-- What the exercise asks --
Gather all lines in the entries below that include the word "Church".

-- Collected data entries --

....................

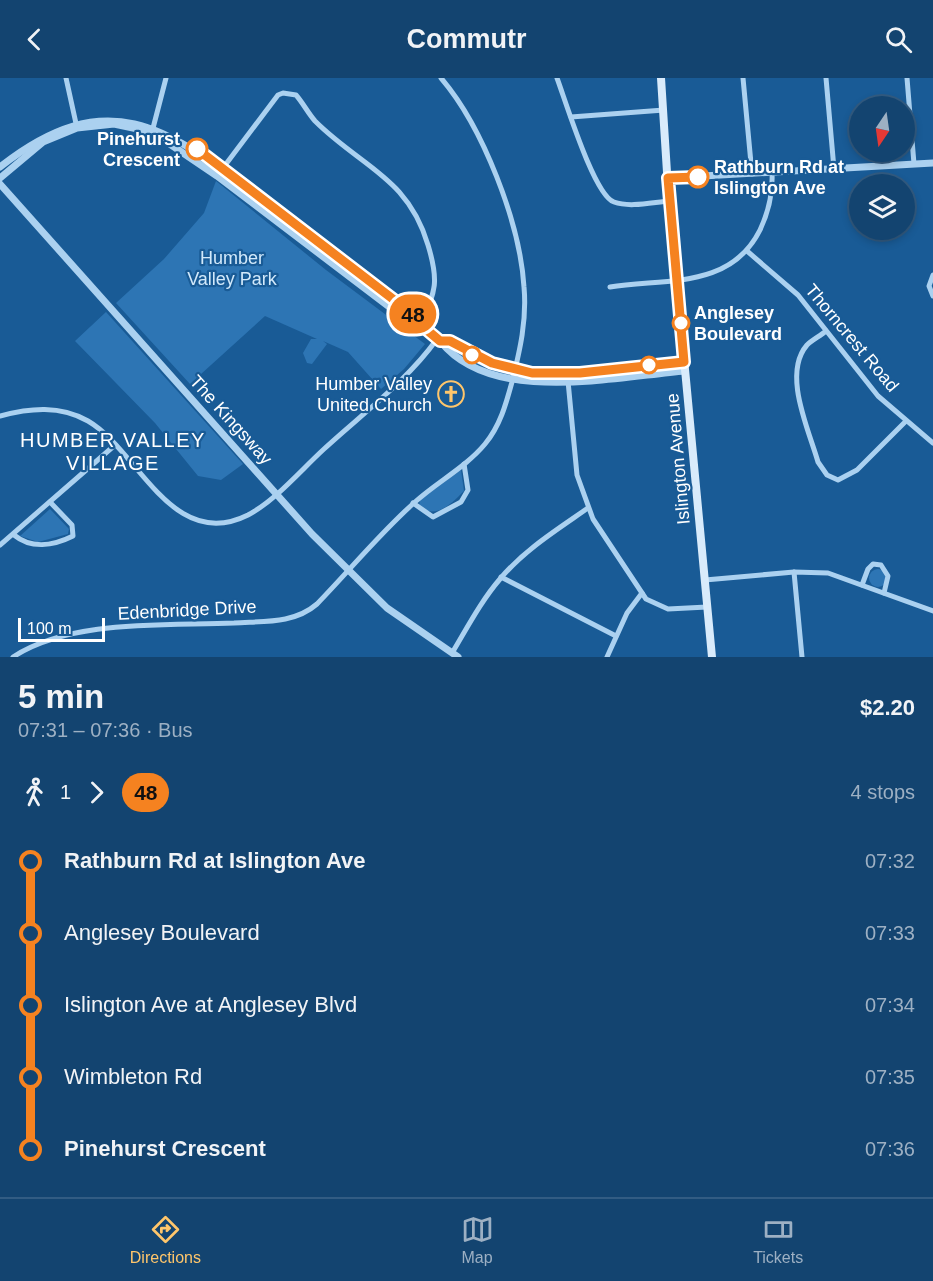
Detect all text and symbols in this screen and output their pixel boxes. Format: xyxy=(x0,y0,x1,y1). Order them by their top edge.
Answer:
icon: back xyxy=(18,23,51,56)
icon: search xyxy=(882,23,915,56)
text: Commutr xyxy=(407,24,527,54)
north arrow xyxy=(849,96,915,162)
map controls xyxy=(849,96,915,240)
place label: Pinehurst Crescent xyxy=(97,129,180,170)
marker: Pinehurst Crescent xyxy=(186,138,208,160)
place label: Rathburn Rd at Islington Ave xyxy=(714,157,844,198)
marker: Rathburn Rd at Islington Ave xyxy=(687,166,709,188)
button: layers xyxy=(849,174,915,240)
park label: Humber Valley Park xyxy=(187,248,278,289)
street label: Thorncrest Road xyxy=(801,280,903,396)
line badge: 48 xyxy=(386,294,440,334)
text: 48 xyxy=(401,303,425,326)
place label: Anglesey Boulevard xyxy=(694,303,782,344)
marker: Anglesey Boulevard xyxy=(672,314,690,332)
unlabelled marker xyxy=(463,346,481,364)
unlabelled marker xyxy=(640,356,658,374)
street label: The Kingsway xyxy=(186,371,276,469)
place label: Humber Valley United Church xyxy=(315,374,432,415)
church icon: Humber Valley United Church xyxy=(436,379,466,409)
street label: Islington Avenue xyxy=(662,392,694,526)
district label: HUMBER VALLEY VILLAGE xyxy=(20,429,206,474)
street label: Edenbridge Drive xyxy=(117,596,257,624)
scale bar xyxy=(18,615,105,642)
text: 100 m xyxy=(27,620,71,637)
text: 5 min xyxy=(18,678,104,715)
text: $2.20 xyxy=(860,695,915,720)
text: 07:31 – 07:36 · Bus xyxy=(18,719,193,741)
icon: walk xyxy=(18,776,51,809)
icon: forward xyxy=(80,776,113,809)
text: 1 xyxy=(60,781,71,803)
text: 48 xyxy=(134,781,157,804)
text: 4 stops xyxy=(851,781,915,803)
text: Rathburn Rd at Islington Ave xyxy=(64,848,365,873)
text: 07:32 xyxy=(865,850,915,872)
text: Anglesey Boulevard xyxy=(64,920,260,945)
text: 07:33 xyxy=(865,922,915,944)
text: Islington Ave at Anglesey Blvd xyxy=(64,992,357,1017)
text: 07:34 xyxy=(865,994,915,1016)
text: Wimbleton Rd xyxy=(64,1064,202,1089)
text: 07:35 xyxy=(865,1066,915,1088)
text: Pinehurst Crescent xyxy=(64,1136,266,1161)
text: 07:36 xyxy=(865,1138,915,1160)
tab: Directions xyxy=(130,1213,201,1267)
tab: Map xyxy=(461,1213,494,1267)
tab: Tickets xyxy=(753,1213,803,1267)

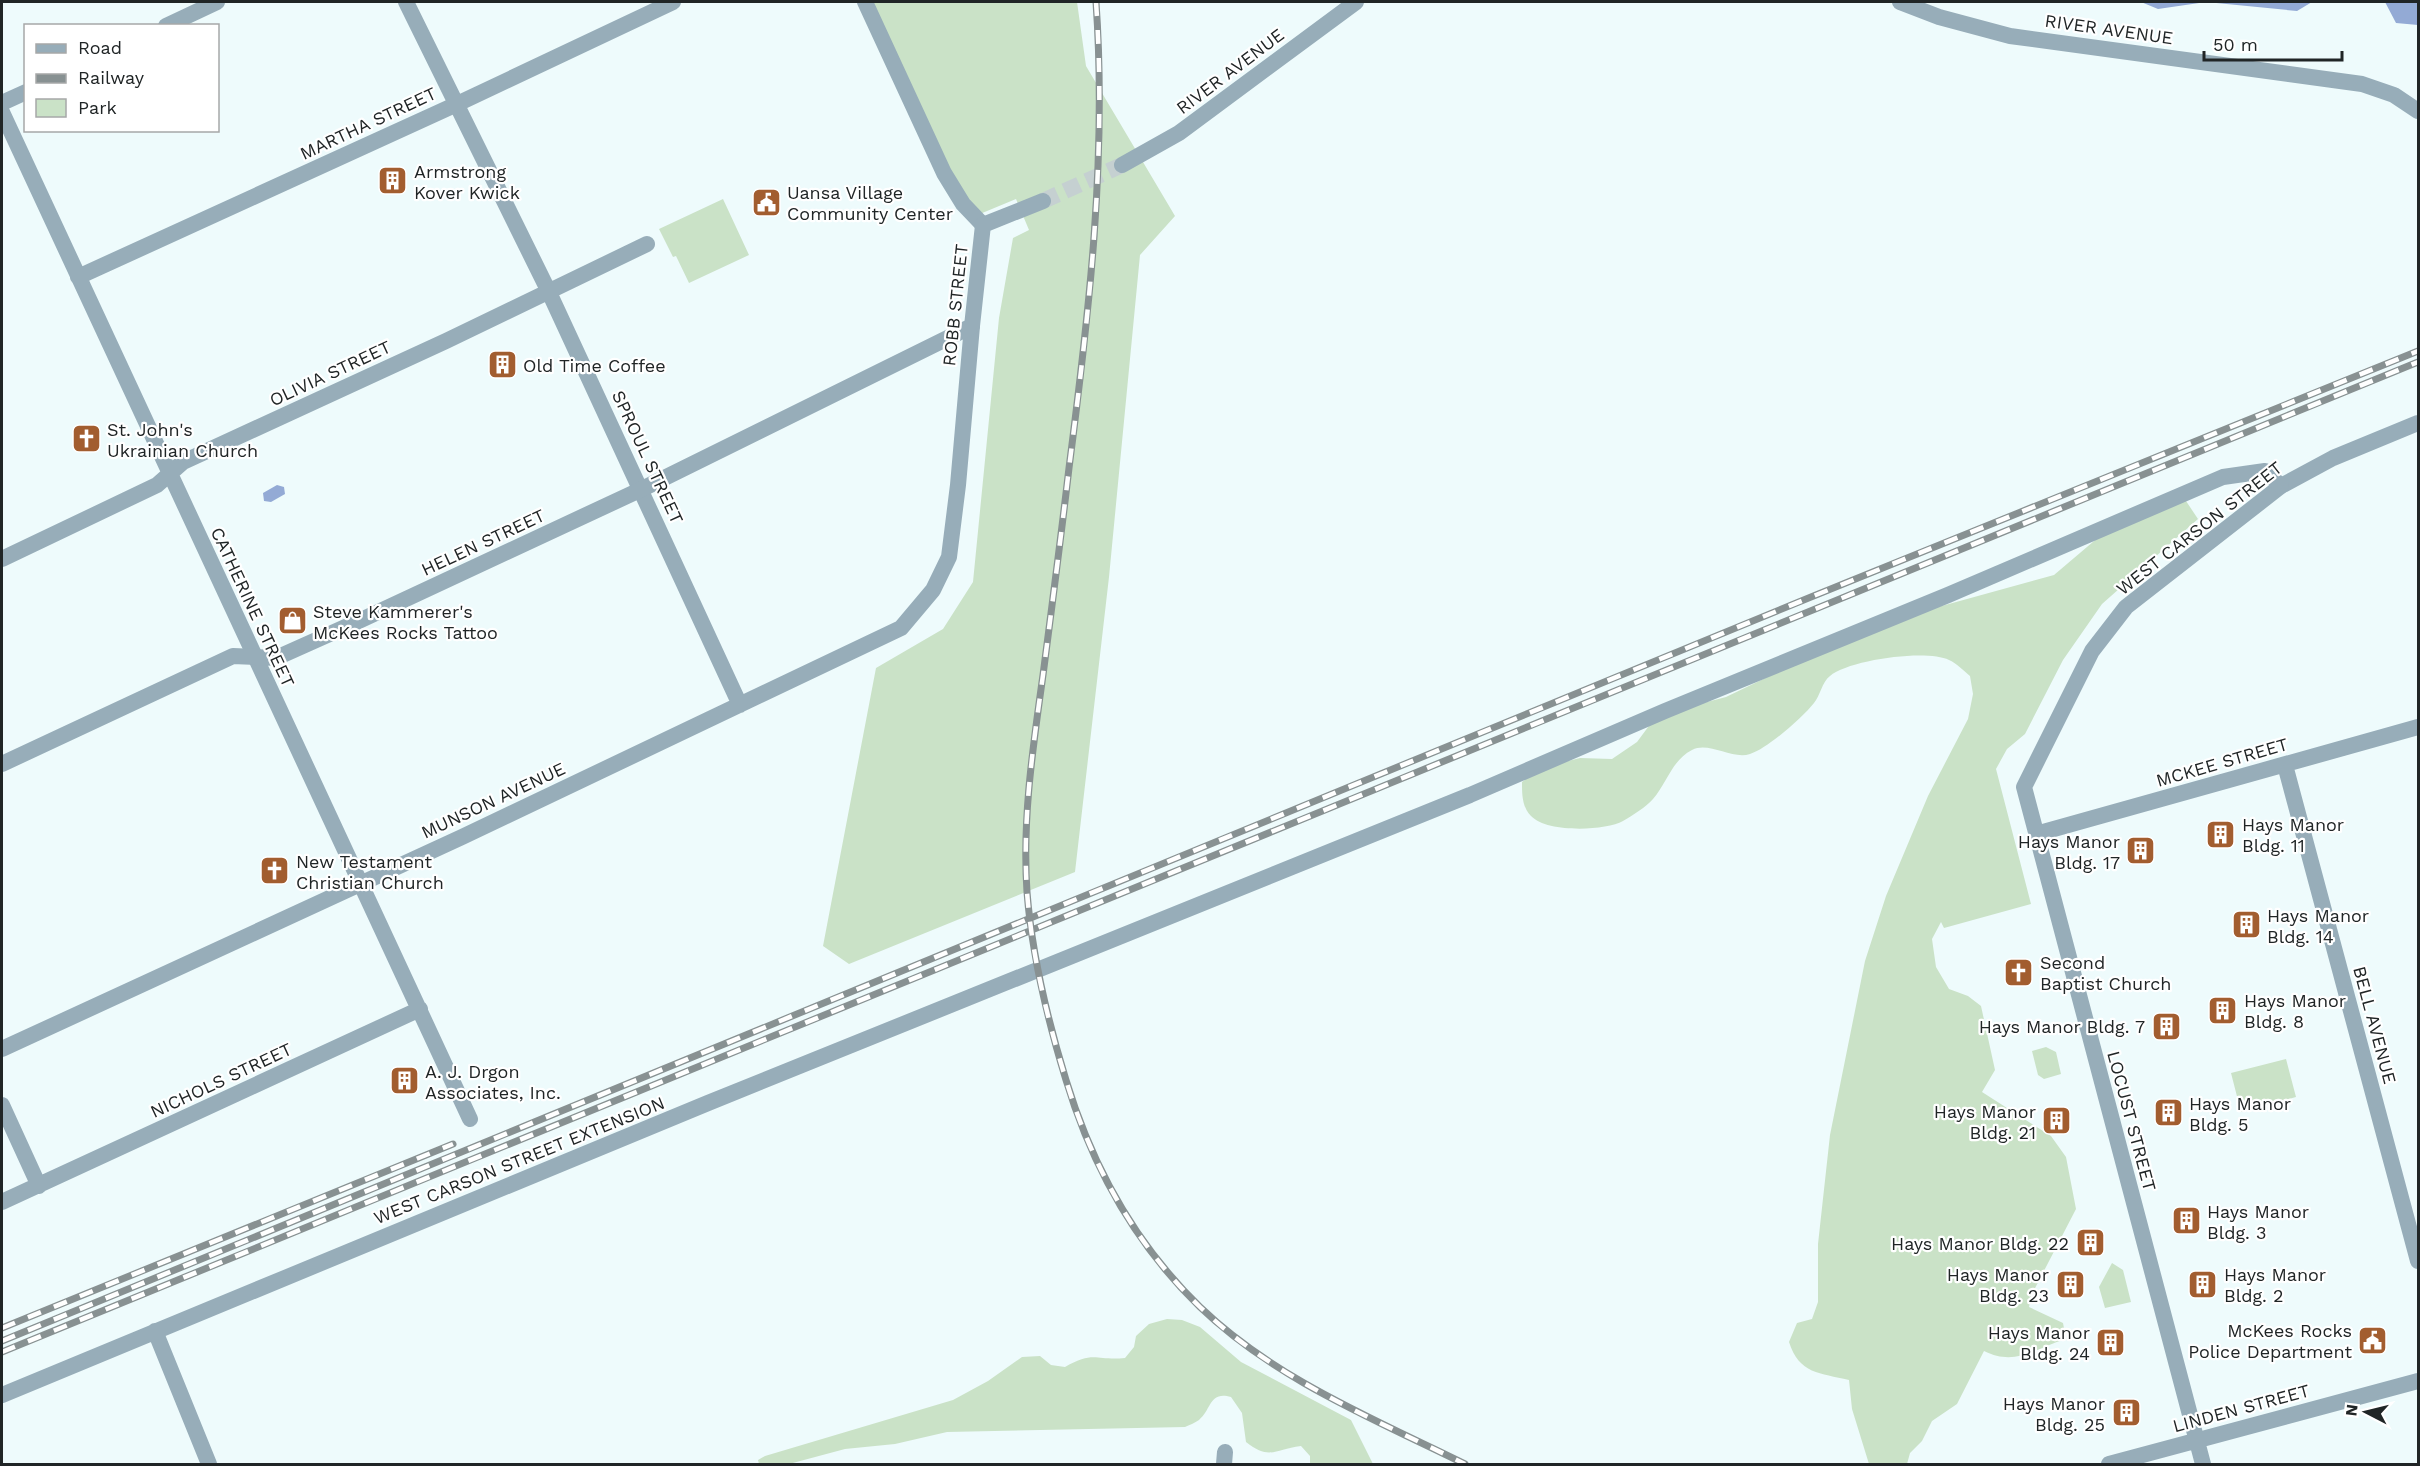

....................

-- Task answer --
place label: Humber Valley United Church xyxy=(315,374,432,415)
church icon: Humber Valley United Church xyxy=(436,379,466,409)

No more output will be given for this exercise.